Under French law, the placing of suspects under formal investigation means that prosecutors believe they have “serious or consistent evidence” that could result in prosecution. Friday’s decision puts the three men one step closer to trial, though the investigation can still be dropped.
Prosecutors launched an investigation in June into Lafarge’s operations and its possible “financing of a terrorist enterprise”. At issue are allegations about payments that were made to banned groups.
Two of the people under investigation are former executives of the company in Syria. The third is a former head of security for Lafarge - which merged with Switzerland’s Holcim in 2015 - and who still works for the company.
The three individuals had been questioned on Wednesday.
Lawyers for two of the men said on Friday that their clients denied any wrongdoing. A lawyer for the third person declined to comment.
LafargeHolcim has also declined to comment on the case.

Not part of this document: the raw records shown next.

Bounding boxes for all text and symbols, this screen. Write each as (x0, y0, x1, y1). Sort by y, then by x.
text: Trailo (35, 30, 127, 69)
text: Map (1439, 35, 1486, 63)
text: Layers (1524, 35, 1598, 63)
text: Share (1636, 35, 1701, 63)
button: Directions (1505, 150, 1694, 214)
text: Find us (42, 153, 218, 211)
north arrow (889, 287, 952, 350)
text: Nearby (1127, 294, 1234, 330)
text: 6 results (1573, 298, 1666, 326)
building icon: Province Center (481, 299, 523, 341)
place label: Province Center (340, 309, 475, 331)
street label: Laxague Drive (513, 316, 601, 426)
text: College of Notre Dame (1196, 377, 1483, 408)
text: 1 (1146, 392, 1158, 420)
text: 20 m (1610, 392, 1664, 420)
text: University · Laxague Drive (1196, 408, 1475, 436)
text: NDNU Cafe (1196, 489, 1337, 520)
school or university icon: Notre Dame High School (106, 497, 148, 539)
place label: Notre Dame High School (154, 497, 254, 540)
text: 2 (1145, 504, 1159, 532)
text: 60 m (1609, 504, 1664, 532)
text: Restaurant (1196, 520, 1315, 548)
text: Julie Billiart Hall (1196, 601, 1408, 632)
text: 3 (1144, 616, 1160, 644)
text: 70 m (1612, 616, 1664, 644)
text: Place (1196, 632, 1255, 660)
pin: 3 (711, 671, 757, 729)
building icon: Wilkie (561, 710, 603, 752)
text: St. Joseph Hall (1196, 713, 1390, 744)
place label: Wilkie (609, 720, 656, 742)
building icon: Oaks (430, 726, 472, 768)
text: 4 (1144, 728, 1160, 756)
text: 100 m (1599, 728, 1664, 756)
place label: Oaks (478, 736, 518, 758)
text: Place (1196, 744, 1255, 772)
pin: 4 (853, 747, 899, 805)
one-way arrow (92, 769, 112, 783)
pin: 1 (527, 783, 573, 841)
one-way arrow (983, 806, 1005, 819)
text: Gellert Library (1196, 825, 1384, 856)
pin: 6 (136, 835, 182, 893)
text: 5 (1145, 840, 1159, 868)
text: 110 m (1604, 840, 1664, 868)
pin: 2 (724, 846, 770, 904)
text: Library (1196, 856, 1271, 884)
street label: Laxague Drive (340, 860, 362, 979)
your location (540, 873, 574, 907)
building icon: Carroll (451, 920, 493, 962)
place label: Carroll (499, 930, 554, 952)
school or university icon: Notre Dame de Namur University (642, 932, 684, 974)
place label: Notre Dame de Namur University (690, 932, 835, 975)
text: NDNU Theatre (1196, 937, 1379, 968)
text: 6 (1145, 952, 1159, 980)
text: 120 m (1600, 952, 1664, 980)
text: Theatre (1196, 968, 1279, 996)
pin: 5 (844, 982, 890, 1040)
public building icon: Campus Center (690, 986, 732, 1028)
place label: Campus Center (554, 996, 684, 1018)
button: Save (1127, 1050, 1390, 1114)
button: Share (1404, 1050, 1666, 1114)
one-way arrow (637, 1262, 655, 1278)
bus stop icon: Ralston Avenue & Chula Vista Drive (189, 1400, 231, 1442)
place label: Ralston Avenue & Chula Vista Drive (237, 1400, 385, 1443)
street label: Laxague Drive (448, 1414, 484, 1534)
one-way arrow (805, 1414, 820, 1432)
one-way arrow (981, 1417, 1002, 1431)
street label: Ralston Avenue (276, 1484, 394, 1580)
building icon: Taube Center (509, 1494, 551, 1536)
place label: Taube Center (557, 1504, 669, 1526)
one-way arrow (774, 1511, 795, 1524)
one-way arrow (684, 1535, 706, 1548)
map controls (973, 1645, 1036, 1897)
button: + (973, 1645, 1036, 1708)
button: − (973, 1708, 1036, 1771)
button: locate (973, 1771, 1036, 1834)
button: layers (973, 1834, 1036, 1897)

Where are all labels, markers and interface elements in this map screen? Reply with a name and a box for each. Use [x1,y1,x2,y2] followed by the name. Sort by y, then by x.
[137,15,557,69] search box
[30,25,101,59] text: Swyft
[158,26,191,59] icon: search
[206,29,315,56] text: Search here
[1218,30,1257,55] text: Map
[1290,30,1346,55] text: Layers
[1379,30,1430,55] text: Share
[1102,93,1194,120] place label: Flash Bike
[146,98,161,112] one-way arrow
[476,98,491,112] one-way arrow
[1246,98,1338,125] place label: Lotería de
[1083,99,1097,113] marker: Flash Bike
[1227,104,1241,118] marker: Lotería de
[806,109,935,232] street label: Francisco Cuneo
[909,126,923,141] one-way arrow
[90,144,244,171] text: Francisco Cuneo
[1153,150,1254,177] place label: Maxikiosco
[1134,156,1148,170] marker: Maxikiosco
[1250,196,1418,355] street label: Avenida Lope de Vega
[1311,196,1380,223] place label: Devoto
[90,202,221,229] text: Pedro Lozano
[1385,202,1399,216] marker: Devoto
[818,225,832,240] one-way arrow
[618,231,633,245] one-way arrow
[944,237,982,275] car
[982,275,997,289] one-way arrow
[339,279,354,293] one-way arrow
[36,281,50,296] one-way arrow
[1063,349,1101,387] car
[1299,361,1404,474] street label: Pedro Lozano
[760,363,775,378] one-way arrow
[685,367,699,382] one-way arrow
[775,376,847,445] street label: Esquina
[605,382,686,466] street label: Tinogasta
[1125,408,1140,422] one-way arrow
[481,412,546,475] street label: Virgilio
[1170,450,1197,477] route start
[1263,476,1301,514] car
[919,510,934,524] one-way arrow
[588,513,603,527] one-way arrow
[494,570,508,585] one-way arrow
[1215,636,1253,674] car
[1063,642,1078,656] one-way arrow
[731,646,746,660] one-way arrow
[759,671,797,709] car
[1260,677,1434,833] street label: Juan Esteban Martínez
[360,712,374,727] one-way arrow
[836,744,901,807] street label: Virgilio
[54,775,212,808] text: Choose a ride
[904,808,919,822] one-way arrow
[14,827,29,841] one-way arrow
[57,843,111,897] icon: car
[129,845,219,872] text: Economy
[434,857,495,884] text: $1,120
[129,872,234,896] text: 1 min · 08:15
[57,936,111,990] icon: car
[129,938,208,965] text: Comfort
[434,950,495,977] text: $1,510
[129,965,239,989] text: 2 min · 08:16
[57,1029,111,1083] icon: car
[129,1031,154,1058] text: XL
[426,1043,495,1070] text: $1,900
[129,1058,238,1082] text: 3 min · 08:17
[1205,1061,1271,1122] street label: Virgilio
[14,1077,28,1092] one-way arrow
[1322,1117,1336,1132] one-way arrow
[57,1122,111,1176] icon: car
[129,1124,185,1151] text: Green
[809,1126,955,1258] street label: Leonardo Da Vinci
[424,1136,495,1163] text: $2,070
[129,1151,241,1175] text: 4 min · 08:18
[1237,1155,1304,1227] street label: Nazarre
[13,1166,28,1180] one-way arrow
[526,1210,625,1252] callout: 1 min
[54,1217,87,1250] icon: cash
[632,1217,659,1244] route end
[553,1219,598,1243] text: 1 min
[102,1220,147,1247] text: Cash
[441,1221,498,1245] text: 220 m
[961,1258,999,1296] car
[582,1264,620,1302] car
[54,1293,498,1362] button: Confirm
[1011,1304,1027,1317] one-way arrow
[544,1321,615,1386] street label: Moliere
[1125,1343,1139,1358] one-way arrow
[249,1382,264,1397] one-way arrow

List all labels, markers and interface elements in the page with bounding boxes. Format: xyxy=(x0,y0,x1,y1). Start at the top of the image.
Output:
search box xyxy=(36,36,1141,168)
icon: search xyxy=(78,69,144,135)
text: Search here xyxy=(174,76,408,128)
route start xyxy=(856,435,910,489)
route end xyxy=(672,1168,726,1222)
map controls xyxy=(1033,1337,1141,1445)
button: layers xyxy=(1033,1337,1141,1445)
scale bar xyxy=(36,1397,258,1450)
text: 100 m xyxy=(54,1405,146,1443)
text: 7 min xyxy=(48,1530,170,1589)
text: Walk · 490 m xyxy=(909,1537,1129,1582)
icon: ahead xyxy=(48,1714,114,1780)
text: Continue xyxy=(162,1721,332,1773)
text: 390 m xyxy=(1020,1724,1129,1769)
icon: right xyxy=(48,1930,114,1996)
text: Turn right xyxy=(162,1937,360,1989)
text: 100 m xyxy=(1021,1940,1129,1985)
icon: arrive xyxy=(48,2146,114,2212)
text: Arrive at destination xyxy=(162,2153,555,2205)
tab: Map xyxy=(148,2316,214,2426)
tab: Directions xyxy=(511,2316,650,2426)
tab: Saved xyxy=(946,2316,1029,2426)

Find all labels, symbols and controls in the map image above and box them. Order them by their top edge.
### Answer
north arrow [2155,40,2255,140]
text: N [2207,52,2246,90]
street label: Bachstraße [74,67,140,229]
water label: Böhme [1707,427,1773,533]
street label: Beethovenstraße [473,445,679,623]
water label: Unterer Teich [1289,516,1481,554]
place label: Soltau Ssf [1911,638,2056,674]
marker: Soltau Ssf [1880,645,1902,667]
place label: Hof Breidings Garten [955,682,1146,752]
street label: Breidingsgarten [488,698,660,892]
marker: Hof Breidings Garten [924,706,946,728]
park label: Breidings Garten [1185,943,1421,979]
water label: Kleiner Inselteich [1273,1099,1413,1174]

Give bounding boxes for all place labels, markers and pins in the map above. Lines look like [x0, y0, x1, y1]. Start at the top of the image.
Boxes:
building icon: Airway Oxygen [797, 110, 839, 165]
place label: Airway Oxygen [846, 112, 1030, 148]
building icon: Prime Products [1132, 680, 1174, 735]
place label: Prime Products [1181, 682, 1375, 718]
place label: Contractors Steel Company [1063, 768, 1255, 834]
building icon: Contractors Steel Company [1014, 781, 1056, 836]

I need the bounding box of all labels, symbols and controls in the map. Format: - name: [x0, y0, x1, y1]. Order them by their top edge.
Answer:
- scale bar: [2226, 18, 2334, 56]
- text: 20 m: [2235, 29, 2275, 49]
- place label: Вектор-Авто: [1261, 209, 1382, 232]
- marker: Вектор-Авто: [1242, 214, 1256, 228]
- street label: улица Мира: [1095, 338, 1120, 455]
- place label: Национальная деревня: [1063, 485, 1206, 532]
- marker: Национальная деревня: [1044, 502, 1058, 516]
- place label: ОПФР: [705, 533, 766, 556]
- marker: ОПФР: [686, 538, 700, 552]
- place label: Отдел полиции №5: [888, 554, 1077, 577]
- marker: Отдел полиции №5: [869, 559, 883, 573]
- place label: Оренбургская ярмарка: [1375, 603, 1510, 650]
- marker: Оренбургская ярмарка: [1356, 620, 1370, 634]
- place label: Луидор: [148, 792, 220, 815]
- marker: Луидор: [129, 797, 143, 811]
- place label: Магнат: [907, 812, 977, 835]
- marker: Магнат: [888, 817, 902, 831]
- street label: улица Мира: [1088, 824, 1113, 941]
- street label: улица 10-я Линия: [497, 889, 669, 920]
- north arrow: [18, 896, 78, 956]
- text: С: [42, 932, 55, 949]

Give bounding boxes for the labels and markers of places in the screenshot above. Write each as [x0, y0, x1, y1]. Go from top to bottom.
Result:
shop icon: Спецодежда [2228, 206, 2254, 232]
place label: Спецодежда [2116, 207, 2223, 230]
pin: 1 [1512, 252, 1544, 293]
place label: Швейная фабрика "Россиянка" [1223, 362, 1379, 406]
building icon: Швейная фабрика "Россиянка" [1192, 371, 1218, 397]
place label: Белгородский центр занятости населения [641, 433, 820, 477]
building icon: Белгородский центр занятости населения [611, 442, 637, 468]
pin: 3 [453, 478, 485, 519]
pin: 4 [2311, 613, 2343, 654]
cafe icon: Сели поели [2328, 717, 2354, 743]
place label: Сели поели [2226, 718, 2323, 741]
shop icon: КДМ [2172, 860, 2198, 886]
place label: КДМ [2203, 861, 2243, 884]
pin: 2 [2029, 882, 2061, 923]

An independent internal inquiry had found that protection payments made to intermediaries to keep open the Jalabiya plant in northern Syria were not in line with its policies.
LafargeHolcim CEO Eric Olsen said afterwards in April that he would quit after the company admitted it had paid armed groups to keep a factory operating in war-ravaged Syria.
Olsen said at the time that he had not been aware of any wrongdoing and that he hoped his departure would bring back “serenity” to the group.